_What the task asks_. Word for word, write out the entries that follow, omitting all pictures.

Dataset entries

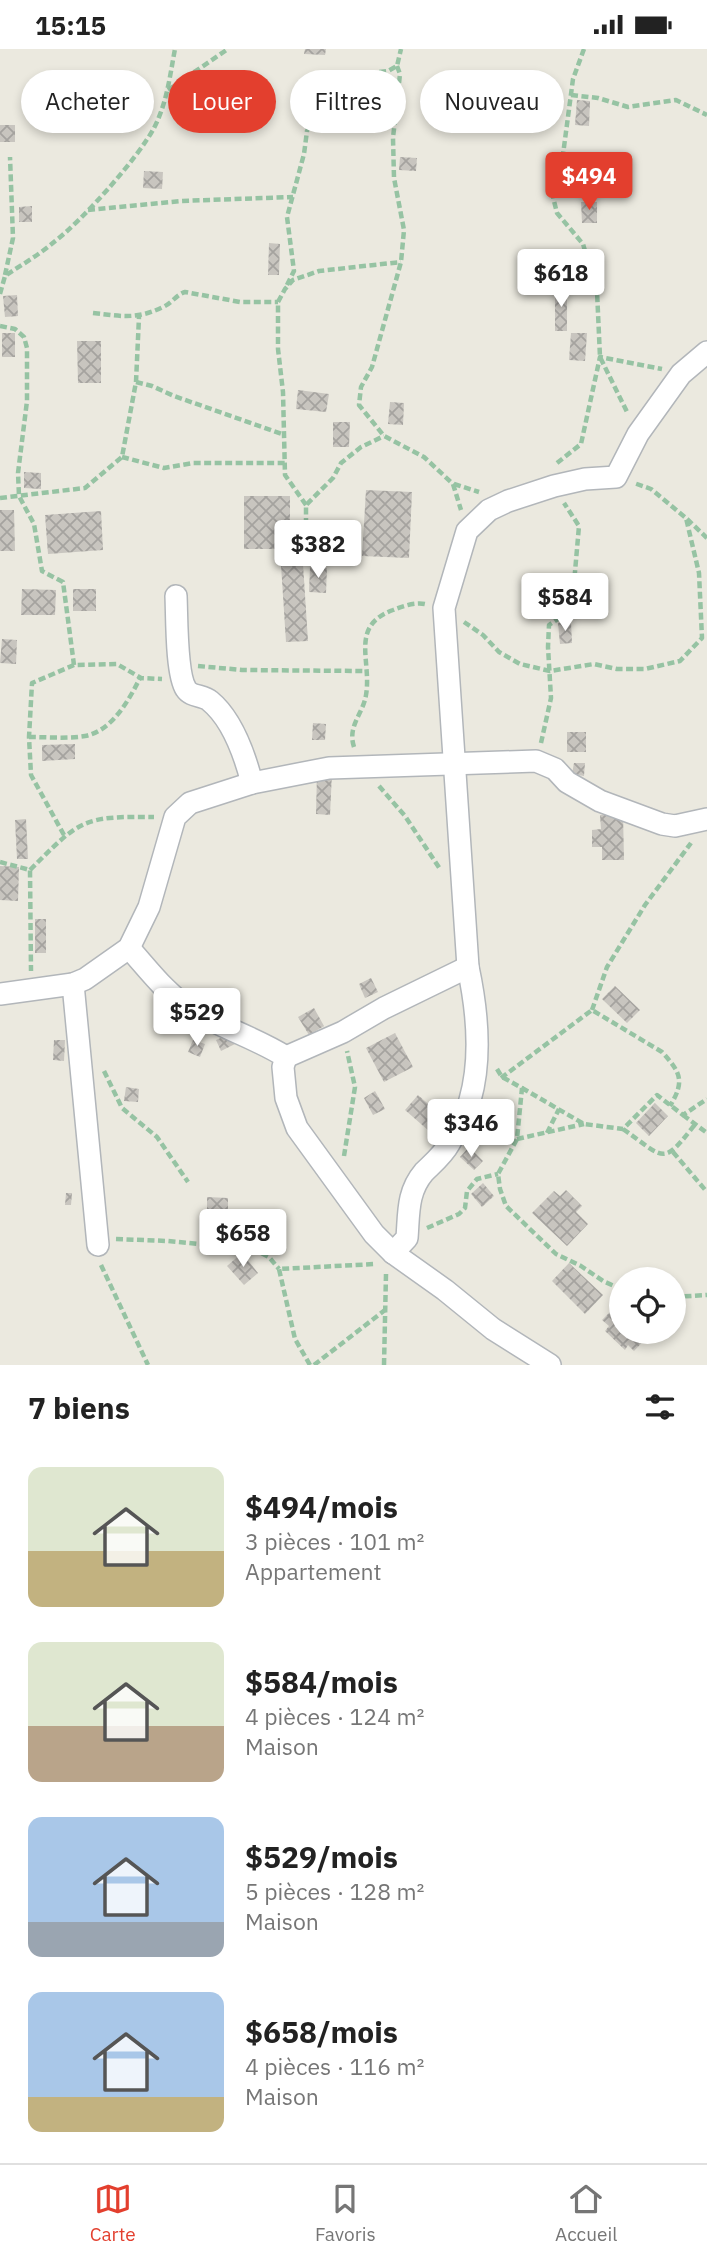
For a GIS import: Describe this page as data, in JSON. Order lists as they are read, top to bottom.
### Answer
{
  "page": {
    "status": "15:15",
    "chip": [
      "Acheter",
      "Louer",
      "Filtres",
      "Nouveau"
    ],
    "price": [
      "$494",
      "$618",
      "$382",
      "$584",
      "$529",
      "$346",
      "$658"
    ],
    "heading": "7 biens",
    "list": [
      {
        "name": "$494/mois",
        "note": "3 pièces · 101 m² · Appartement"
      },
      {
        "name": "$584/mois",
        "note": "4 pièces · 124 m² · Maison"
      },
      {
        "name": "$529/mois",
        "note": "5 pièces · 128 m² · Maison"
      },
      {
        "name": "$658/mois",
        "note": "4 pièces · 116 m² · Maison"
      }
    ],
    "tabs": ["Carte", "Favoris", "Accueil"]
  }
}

_Solution to this task_.
For a GIS import: Describe this page as data, in JSON. Order lists as they are read, top to bottom.
### Answer
{
  "page": {
    "status": "15:15",
    "chip": [
      "Acheter",
      "Louer",
      "Filtres",
      "Nouveau"
    ],
    "price": [
      "$494",
      "$618",
      "$382",
      "$584",
      "$529",
      "$346",
      "$658"
    ],
    "heading": "7 biens",
    "list": [
      {
        "name": "$494/mois",
        "note": "3 pièces · 101 m² · Appartement"
      },
      {
        "name": "$584/mois",
        "note": "4 pièces · 124 m² · Maison"
      },
      {
        "name": "$529/mois",
        "note": "5 pièces · 128 m² · Maison"
      },
      {
        "name": "$658/mois",
        "note": "4 pièces · 116 m² · Maison"
      }
    ],
    "tabs": ["Carte", "Favoris", "Accueil"]
  }
}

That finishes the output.